For those of us wired with shame and self-sabotage, insecurity is like a frenemy, an enemy disguised as a friend, and one that goes with us EVERYWHERE whether we invite her or not.
It is interesting though, because it seems a lot of us who have this particular frenemy often receive compliments or admiration from others. The natural instinct is to shrug off the kind words thinking they are just trying to be nice or make us feel better; but what if that is not true? What if, just for the sake of argument, they really mean all those nice things they say about us and they really think we are strong, smart, beautiful, capable, successful, hard-working, and so on.
If other people can look and see us this way, how can we both be right? Who is right??? Honestly, it seems more logical that the unbiased outsider would have more credibility than our very jaded self. The self is so complicated. The self has so much to consider, too much input; too much data. Maybe if we could really believe the perspective of others and let that sink in somehow, maybe we could begin to see ourselves through their eyes. Oh, how I wish I could! Oh, how I wish YOU could!

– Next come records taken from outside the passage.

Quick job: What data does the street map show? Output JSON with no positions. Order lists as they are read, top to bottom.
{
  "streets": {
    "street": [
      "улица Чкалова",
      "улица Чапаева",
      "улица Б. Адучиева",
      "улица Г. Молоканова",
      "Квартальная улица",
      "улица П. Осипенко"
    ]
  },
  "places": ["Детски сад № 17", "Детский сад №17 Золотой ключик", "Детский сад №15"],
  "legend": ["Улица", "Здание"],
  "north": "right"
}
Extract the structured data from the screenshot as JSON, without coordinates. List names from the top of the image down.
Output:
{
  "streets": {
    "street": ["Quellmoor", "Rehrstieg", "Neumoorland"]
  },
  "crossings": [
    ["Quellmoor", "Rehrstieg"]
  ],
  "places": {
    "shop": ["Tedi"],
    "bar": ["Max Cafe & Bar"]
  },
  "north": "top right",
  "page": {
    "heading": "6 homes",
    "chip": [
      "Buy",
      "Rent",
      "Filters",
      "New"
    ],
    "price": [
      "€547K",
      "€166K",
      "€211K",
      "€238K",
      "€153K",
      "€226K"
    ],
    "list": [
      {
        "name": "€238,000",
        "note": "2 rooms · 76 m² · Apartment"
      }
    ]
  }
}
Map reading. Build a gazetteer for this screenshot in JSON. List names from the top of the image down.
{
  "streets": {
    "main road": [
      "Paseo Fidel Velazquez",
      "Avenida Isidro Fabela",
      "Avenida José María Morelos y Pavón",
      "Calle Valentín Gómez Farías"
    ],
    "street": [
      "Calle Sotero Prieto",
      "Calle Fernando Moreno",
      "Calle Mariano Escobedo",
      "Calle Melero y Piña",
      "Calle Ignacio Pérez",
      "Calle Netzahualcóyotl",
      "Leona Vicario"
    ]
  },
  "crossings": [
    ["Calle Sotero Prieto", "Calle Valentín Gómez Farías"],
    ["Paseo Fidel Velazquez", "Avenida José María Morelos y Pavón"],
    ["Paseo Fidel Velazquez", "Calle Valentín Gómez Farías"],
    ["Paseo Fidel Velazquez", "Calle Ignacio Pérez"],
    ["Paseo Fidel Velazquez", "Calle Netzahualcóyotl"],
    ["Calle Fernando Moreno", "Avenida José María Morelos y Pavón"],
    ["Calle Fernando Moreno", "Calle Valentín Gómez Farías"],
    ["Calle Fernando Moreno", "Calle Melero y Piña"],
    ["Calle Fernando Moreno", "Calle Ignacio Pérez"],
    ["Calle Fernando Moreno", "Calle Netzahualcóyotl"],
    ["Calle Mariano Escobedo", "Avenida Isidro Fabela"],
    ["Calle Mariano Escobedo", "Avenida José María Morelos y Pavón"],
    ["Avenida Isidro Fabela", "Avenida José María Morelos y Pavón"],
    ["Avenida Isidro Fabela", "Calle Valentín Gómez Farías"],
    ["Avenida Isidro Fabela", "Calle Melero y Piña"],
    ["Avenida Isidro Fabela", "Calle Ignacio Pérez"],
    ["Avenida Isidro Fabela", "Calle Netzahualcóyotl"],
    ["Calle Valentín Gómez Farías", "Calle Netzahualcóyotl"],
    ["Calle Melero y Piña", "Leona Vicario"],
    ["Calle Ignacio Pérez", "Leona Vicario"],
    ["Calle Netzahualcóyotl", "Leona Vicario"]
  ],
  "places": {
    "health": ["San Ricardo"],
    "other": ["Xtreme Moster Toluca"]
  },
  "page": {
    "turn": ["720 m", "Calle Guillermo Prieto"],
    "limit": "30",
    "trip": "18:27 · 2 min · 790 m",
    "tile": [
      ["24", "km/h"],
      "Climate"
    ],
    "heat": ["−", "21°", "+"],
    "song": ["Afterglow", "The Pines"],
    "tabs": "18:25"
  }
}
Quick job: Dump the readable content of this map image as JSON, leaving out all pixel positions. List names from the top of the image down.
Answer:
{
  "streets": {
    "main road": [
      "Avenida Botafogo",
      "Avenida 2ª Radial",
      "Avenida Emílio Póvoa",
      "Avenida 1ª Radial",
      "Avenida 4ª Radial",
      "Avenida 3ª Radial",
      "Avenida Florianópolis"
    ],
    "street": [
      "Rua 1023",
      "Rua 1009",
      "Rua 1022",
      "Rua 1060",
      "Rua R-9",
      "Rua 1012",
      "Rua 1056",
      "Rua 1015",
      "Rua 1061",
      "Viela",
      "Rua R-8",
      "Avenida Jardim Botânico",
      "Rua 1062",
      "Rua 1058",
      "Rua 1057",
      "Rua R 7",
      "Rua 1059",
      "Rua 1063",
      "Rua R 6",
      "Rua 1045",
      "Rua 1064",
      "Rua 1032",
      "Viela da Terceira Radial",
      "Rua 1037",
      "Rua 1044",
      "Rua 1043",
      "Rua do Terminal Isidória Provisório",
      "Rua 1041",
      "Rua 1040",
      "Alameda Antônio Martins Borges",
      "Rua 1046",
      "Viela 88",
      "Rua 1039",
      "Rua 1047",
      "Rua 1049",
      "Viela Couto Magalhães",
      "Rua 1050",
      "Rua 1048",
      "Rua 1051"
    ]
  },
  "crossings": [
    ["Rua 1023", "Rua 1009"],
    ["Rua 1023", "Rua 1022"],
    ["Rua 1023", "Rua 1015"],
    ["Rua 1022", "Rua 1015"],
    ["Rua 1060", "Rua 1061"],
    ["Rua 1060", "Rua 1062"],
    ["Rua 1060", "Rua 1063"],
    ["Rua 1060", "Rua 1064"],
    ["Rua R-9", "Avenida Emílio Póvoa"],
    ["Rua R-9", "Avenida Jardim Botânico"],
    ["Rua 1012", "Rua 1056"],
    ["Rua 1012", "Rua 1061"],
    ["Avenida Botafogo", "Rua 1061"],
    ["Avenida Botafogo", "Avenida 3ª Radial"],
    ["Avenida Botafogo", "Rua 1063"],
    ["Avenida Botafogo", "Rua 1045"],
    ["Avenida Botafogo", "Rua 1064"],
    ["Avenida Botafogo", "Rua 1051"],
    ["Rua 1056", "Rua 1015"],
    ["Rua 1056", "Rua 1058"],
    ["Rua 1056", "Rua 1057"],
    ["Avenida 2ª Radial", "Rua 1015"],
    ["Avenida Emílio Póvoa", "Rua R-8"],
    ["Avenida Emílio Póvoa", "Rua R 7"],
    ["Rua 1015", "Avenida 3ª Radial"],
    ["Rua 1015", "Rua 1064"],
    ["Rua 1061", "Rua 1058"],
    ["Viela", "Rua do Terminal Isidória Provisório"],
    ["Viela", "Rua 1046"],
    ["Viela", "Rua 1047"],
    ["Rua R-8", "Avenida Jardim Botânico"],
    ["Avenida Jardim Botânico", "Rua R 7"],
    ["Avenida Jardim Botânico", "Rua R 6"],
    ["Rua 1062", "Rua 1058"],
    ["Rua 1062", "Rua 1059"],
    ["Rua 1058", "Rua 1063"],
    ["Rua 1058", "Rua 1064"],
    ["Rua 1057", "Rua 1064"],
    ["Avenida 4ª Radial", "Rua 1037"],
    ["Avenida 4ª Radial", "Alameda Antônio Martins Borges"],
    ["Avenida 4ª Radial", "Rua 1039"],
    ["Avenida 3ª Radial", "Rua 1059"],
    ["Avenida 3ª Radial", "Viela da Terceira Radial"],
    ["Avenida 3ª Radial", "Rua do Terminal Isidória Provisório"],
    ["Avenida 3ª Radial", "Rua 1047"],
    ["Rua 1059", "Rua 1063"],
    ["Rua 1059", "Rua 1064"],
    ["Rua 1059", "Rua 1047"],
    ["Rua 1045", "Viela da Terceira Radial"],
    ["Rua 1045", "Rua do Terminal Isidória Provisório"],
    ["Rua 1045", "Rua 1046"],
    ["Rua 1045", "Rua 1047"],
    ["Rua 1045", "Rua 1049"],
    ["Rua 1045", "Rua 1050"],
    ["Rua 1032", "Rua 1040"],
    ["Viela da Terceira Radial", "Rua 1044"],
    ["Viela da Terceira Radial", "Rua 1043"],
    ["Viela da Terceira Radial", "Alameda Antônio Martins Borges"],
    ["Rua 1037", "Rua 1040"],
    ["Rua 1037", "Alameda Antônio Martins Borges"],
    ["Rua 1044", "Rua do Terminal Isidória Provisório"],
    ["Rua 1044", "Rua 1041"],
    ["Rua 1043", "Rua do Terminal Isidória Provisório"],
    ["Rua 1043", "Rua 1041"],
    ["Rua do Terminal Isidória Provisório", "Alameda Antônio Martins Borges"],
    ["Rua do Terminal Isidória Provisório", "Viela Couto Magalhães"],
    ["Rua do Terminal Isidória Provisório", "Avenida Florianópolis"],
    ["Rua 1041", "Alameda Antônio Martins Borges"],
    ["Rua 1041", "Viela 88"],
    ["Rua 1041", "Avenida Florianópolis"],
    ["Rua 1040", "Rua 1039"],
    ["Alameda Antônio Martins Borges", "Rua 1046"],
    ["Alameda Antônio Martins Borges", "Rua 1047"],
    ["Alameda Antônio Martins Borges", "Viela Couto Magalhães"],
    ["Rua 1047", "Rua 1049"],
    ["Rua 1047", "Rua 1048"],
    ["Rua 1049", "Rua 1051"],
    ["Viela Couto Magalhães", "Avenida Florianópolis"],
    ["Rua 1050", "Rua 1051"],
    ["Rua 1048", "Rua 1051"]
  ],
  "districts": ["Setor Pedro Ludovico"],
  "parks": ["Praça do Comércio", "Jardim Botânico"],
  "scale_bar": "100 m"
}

I have not been able to lose this frenemy from accompanying me 24/7 throughout my life. If there is an easy answer, I have yet to discover it. However, I think under the circumstances, the best tactic to countering her impact is for me to bring along another friend; one who speaks kindness and compassion; the positive sides instead of the negative. The trick to her being effective is to make her as ever-present as her counterpart. This requires effort and awareness. On the other hand, she is free and always available. She is me. She is the part of me that can see the positive realities in my life and experience; my actions and my accomplishments.
I think we have been taught that listening to that part of ourselves is a bad thing; it would make us arrogant when we should be humble. However, I disagree. I do not think anyone carrying the level of insecurity I am referring to could EVER be labelled arrogant. If you remove that concern, what is the harm in letting her in? Let her walk with you. Just try it. It reminds me of the concept of having an angel on one shoulder and a devil on the other. There are two sides to every coin. If we cannot eliminate the one, the next best thing is to counter it with its’ opposite. Balance the scales. Let in truth and light and optimism. She is there. She is knocking on your door. Will you let her in?